Definition
The Schöllkopf method is a stereoselective synthetic protocol for the preparation of α‑amino acids. It employs a chiral oxazolidinone auxiliary derived from glycine to generate a diastereomerically biased enolate, which is subsequently alkylated and hydrolyzed to afford the target amino acid with defined configuration.
Overview
Developed in the 1970s by Klaus Schöllkopf at the Ludwig Maximilian University of Munich, the method provides a general route to both natural and non‑proteinogenic α‑amino acids, especially those bearing β‑substituents. The key steps are:
- Installation of the chiral auxiliary – Glycine is converted into a chiral oxazolidinone (often called “Schöllkopf’s oxazolidinone”) by condensation with a suitable aldehyde or ketone and subsequent cyclisation.
- Generation of the enolate – Deprotonation of the oxazolidinone nitrogen‑protected glycine derivative with a strong base (e.g., lithium diisopropylamide, LDA) yields a lithium enolate that is locked in a defined geometry by the auxiliary.
- Alkylation – The enolate undergoes nucleophilic substitution with an electrophile (alkyl halide, allyl, benzyl, etc.) to install the desired side chain at the α‑carbon. The reaction proceeds with high diastereoselectivity, delivering a single stereoisomer of the alkylated intermediate.
- Cleavage of the auxiliary – Hydrolytic or reductive removal of the oxazolidinone liberates the free α‑amino acid, preserving the configuration introduced in the alkylation step.
The overall sequence converts readily available glycine into a versatile chiral building block, allowing the synthesis of a wide variety of amino acids that are otherwise difficult to access.
Etymology/Origin
The method is named after its inventor, Klaus Schöllkopf, a German organic chemist known for contributions to asymmetric synthesis. “Schöllkopf” is a German surname; the term “method” designates the procedural nature of the synthetic approach.
Characteristics
| Feature | Description |
|---|---|
| Chiral Auxiliary | A bicyclic oxazolidinone derived from glycine; provides steric and electronic control over enolate geometry. |
| Key Reactants | Strong bases (LDA, LiHMDS) for enolate formation; diverse electrophiles for α‑alkylation. |
| Stereocontrol | High diastereoselectivity (typically >90 % de) due to the rigid chiral environment of the auxiliary. |
| Scope | Effective for the synthesis of α‑alkyl, α‑aryl, α‑heteroatom‑substituted amino acids; adaptable to both primary and secondary electrophiles. |
| Limitations | Requires additional steps to install and later remove the auxiliary, which may affect overall atom economy; sensitive to moisture and strong bases. |
| Typical Conditions | Low temperature (−78 °C to 0 °C) for enolate generation; inert atmosphere; polar aprotic solvents such as THF or diethyl ether. |
Related Topics
- Chiral Auxiliaries in Asymmetric Synthesis – Other auxiliaries (e.g., Evans’ oxazolidinones, Oppolzer’s sultam) that function similarly to induce stereochemistry.
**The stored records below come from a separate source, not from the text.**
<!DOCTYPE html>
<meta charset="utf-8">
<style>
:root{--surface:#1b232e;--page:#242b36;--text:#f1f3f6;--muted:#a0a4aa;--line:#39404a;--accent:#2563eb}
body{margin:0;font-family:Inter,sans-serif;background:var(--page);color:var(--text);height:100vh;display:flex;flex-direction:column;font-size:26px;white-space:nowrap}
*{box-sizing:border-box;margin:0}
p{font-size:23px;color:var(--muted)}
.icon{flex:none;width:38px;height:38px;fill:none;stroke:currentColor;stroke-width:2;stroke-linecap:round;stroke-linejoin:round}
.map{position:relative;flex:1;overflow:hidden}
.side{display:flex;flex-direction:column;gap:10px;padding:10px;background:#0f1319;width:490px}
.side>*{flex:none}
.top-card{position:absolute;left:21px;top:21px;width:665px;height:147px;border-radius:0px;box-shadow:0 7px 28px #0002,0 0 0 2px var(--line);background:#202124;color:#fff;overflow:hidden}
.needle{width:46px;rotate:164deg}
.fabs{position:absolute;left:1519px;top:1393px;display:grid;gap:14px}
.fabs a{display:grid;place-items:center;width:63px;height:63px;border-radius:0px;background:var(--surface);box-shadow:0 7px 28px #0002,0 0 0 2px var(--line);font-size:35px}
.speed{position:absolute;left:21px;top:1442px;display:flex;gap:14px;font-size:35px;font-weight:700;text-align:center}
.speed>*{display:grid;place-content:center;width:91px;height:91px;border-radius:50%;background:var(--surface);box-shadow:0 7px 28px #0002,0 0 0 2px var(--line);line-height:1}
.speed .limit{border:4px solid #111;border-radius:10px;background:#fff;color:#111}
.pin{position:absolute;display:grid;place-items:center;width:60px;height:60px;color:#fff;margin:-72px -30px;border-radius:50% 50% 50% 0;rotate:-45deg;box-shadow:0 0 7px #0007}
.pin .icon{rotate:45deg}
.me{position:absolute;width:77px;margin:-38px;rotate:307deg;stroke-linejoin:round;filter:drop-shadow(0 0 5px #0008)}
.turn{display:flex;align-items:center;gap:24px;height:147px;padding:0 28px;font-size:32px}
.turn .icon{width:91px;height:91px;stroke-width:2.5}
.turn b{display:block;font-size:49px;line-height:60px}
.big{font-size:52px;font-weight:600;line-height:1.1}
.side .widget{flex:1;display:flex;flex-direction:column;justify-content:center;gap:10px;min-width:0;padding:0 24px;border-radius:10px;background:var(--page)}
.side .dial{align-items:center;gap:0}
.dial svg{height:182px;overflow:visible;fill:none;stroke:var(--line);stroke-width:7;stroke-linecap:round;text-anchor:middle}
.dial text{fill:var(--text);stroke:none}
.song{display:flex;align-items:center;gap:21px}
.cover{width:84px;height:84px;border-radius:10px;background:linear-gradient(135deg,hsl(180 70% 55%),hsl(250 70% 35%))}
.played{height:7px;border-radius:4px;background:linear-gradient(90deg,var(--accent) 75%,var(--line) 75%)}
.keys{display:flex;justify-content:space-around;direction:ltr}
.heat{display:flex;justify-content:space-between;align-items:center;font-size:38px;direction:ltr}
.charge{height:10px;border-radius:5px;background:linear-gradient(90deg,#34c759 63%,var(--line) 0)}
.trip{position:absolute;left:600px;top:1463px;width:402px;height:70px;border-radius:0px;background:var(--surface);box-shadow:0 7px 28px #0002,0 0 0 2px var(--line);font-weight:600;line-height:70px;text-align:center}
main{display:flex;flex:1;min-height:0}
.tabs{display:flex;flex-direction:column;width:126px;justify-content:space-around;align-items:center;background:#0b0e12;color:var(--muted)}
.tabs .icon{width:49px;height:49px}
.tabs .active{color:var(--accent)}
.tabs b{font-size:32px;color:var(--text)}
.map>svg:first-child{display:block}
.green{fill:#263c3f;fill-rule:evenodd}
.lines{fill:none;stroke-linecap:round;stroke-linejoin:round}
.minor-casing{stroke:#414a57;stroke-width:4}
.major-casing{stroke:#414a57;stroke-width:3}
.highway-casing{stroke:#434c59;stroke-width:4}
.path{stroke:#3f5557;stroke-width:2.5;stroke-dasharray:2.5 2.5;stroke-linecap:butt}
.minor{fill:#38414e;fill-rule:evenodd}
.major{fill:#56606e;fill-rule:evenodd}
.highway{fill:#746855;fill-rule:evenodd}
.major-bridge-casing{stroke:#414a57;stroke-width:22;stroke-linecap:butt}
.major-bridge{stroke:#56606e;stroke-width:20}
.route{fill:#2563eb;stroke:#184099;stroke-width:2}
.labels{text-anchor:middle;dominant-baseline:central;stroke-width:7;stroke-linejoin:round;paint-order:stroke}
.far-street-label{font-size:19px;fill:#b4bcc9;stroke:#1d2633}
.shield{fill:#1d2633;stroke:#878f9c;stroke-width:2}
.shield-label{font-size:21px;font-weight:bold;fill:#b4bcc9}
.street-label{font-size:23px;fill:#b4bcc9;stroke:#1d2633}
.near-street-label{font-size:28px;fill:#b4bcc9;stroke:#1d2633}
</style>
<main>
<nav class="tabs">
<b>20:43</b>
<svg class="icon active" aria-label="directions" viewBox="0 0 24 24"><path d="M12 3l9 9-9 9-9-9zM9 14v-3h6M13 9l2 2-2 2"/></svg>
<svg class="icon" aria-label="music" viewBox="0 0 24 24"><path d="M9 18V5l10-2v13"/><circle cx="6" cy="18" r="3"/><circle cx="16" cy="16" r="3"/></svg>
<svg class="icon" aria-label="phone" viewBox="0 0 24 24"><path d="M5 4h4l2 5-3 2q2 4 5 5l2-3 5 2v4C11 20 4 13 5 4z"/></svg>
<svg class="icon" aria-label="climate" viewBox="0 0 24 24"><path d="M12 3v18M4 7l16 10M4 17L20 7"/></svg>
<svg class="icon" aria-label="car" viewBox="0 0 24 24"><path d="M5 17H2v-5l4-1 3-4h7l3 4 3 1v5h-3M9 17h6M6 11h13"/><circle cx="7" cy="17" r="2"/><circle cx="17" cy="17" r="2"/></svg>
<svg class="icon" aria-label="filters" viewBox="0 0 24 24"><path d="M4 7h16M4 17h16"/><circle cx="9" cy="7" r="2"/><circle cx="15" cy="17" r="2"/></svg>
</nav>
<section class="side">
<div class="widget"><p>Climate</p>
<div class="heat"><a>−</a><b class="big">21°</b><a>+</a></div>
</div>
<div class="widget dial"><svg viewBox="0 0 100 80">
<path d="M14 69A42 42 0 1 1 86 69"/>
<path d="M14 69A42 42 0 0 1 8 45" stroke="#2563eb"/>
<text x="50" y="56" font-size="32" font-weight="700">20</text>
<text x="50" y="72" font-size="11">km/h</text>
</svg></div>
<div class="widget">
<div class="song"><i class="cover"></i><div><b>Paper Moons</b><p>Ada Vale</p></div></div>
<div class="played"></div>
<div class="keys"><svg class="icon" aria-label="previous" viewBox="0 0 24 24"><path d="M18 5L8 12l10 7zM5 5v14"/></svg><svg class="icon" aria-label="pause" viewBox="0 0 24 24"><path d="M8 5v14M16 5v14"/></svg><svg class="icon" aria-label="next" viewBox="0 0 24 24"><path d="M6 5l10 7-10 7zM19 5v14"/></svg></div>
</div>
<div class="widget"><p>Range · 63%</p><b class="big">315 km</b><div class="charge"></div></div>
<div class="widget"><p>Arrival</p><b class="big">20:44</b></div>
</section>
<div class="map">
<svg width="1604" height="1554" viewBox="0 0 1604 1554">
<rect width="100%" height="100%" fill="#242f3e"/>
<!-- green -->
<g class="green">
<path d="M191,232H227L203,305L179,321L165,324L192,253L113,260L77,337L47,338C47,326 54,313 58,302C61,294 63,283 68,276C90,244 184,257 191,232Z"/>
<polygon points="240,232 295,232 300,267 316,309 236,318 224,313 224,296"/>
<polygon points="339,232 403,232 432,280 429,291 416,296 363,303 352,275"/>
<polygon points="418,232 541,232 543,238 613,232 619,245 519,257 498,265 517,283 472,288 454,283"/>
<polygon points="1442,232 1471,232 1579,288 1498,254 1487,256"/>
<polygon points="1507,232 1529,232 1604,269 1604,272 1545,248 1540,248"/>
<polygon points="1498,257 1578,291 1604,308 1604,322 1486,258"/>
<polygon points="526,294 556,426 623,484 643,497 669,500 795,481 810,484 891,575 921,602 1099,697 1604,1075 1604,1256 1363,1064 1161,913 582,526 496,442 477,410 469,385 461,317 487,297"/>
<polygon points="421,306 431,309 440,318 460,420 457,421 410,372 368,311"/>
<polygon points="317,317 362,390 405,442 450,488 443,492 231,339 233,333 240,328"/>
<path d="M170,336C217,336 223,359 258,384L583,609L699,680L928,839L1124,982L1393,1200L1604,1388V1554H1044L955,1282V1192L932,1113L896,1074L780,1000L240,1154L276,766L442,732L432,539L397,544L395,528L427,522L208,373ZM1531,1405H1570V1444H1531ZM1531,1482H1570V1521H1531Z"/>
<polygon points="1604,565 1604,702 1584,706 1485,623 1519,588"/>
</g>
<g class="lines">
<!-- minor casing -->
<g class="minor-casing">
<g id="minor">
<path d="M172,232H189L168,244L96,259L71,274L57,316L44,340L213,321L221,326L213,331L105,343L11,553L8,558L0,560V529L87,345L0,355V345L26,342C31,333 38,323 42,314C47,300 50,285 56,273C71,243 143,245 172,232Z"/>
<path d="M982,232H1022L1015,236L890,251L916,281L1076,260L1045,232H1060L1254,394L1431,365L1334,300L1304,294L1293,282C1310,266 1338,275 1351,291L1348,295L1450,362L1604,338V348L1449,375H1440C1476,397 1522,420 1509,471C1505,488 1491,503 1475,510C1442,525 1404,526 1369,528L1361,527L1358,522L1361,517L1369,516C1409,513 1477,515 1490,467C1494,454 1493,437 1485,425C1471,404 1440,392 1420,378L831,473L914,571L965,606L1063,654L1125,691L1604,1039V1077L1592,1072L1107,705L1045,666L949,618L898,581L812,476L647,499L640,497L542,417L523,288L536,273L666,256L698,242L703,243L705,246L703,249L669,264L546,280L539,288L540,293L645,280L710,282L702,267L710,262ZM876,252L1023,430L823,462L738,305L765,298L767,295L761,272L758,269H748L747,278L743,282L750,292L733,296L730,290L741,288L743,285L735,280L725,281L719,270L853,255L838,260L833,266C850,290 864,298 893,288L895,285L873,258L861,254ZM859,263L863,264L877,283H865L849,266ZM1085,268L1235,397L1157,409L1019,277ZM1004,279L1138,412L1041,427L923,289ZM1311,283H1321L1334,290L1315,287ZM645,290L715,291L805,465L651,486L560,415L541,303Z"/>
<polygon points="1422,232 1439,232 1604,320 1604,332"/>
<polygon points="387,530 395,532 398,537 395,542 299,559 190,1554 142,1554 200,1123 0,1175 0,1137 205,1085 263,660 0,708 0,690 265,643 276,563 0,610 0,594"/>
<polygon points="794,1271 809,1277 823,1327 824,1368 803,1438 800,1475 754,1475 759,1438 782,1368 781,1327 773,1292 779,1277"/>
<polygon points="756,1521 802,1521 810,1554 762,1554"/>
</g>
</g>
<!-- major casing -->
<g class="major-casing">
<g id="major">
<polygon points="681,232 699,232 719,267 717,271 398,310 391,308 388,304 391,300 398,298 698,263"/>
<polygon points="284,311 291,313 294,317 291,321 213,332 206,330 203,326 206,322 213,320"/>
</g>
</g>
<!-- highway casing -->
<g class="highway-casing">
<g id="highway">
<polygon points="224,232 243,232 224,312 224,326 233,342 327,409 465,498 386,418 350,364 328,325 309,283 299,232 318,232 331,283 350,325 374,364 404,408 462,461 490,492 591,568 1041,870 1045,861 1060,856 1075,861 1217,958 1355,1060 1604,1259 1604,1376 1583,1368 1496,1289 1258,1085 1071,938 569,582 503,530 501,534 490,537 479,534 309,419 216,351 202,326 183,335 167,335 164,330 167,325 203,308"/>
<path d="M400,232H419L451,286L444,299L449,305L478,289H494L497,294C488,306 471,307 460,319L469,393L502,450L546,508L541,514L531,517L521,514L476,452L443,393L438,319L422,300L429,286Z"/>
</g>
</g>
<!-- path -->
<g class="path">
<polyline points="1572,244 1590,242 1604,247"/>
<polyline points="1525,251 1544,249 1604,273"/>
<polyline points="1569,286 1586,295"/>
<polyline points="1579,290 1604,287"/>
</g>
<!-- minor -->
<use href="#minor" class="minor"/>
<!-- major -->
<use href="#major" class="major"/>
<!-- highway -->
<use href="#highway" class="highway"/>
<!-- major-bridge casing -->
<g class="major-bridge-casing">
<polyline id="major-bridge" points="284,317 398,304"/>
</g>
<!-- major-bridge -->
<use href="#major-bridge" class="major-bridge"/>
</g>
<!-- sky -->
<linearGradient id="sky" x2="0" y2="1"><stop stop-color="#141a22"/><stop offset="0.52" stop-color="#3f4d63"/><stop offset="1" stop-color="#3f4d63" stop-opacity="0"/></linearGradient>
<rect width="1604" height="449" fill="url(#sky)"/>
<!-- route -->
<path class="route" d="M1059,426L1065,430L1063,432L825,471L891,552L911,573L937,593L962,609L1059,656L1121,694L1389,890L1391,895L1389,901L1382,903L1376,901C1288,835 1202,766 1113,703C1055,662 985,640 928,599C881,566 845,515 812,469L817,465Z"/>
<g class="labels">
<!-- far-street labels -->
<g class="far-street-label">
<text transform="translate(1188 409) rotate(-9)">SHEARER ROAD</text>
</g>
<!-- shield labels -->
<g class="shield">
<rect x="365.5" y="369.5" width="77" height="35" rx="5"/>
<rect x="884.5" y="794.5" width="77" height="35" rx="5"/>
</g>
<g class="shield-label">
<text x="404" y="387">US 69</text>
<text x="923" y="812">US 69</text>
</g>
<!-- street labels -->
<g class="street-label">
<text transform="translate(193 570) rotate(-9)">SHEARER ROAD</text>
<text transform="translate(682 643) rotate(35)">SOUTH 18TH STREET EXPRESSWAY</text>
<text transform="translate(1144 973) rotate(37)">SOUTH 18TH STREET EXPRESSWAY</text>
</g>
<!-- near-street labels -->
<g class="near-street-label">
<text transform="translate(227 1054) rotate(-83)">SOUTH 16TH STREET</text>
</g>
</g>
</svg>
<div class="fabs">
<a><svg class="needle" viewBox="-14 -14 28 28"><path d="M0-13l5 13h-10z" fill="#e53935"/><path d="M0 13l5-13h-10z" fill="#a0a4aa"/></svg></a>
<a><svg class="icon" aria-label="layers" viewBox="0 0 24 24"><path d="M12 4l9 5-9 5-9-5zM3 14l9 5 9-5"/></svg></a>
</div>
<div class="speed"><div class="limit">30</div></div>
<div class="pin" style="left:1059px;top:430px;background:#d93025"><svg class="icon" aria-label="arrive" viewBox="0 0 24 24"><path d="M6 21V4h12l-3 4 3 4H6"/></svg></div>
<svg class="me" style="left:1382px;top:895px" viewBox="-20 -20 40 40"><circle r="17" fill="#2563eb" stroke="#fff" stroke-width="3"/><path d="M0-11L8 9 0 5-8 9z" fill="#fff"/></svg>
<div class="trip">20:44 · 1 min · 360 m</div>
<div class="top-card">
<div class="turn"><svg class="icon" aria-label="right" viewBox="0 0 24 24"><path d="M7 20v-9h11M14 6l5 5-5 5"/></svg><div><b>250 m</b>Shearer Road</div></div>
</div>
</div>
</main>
- Ellman’s Sulfinamide Method – An alternative protocol for asymmetric synthesis of amines and amino acids using a chiral sulfinyl auxiliary.
- Strecker Synthesis – Classical route to α‑amino acids, providing a contrast in terms of stereochemical control.
- Asymmetric Alkylation of Enolates – General strategies for introducing chiral centers via enolate chemistry.
- Non‑Proteinogenic Amino Acids – Amino acids not encoded by the genetic code, many of which are accessed through the Schöllkopf method.